(Task inputs)
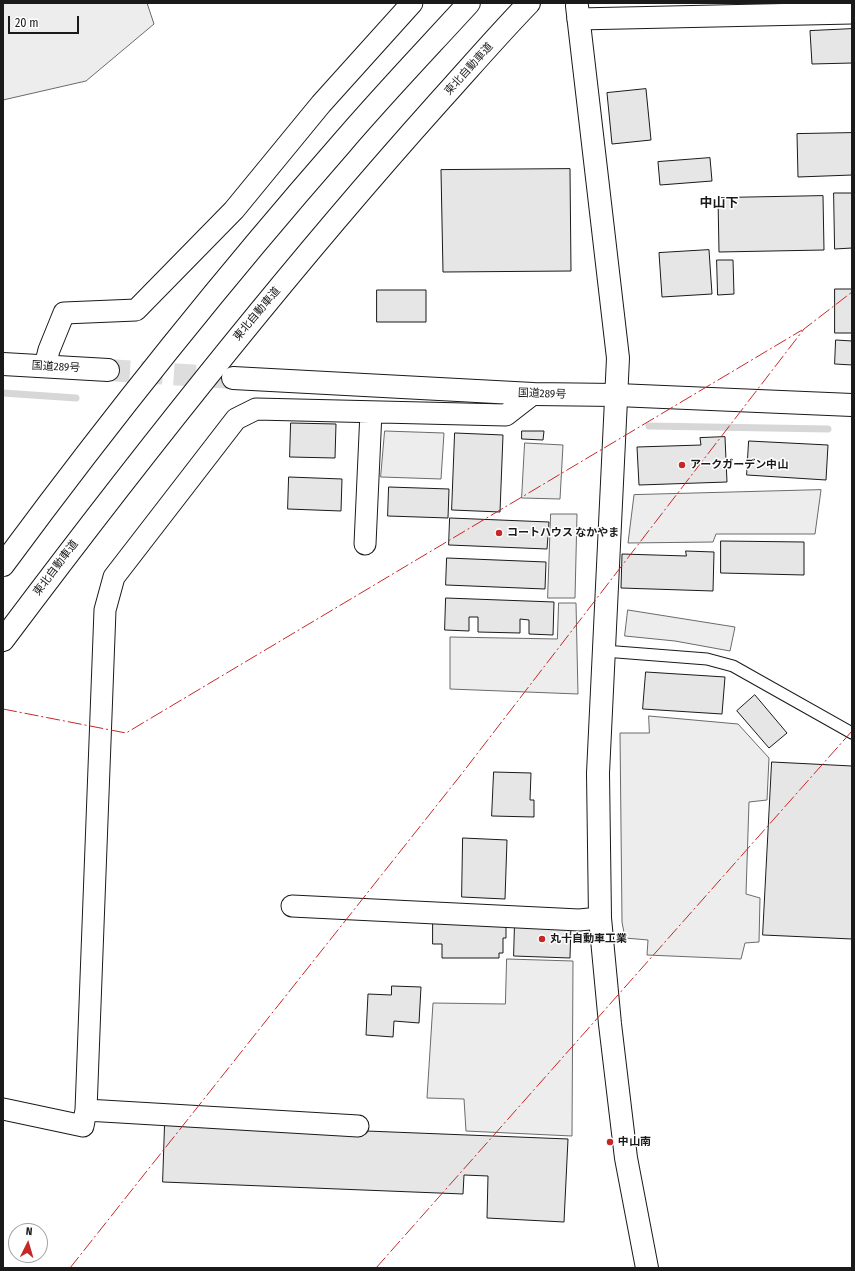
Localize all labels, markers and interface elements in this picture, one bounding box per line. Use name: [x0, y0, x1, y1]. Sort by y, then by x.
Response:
scale bar: [10, 8, 81, 34]
text: 20 m: [15, 16, 39, 30]
street label: 東北自動車道: [442, 40, 496, 98]
district label: 中山下: [700, 195, 738, 211]
street label: 東北自動車道: [231, 284, 283, 344]
street label: 国道289号: [31, 359, 81, 375]
street label: 国道289号: [518, 387, 566, 401]
place label: アークガーデン中山: [690, 458, 788, 472]
marker: アークガーデン中山: [677, 460, 687, 470]
place label: コートハウス なかやま: [507, 526, 619, 540]
marker: コートハウス なかやま: [494, 528, 504, 538]
street label: 東北自動車道: [31, 538, 81, 598]
place label: 丸十自動車工業: [550, 932, 627, 946]
marker: 丸十自動車工業: [537, 934, 547, 944]
place label: 中山南: [618, 1135, 651, 1149]
marker: 中山南: [605, 1137, 615, 1147]
north arrow: [8, 1223, 48, 1263]
text: N: [25, 1225, 33, 1238]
(End Task inputs)
◆ **Task statement**
All entries should be restated word for word; no images belong in the copy.

◆ **Result for this exercise**
Localize all labels, markers and interface elements in this picture, one bounding box per line. Use name: [x0, y0, x1, y1]. Sort by y, then by x.
Response:
scale bar: [10, 8, 81, 34]
text: 20 m: [15, 16, 39, 30]
street label: 東北自動車道: [442, 40, 496, 98]
district label: 中山下: [700, 195, 738, 211]
street label: 東北自動車道: [231, 284, 283, 344]
street label: 国道289号: [31, 359, 81, 375]
street label: 国道289号: [518, 387, 566, 401]
place label: アークガーデン中山: [690, 458, 788, 472]
marker: アークガーデン中山: [677, 460, 687, 470]
place label: コートハウス なかやま: [507, 526, 619, 540]
marker: コートハウス なかやま: [494, 528, 504, 538]
street label: 東北自動車道: [31, 538, 81, 598]
place label: 丸十自動車工業: [550, 932, 627, 946]
marker: 丸十自動車工業: [537, 934, 547, 944]
place label: 中山南: [618, 1135, 651, 1149]
marker: 中山南: [605, 1137, 615, 1147]
north arrow: [8, 1223, 48, 1263]
text: N: [25, 1225, 33, 1238]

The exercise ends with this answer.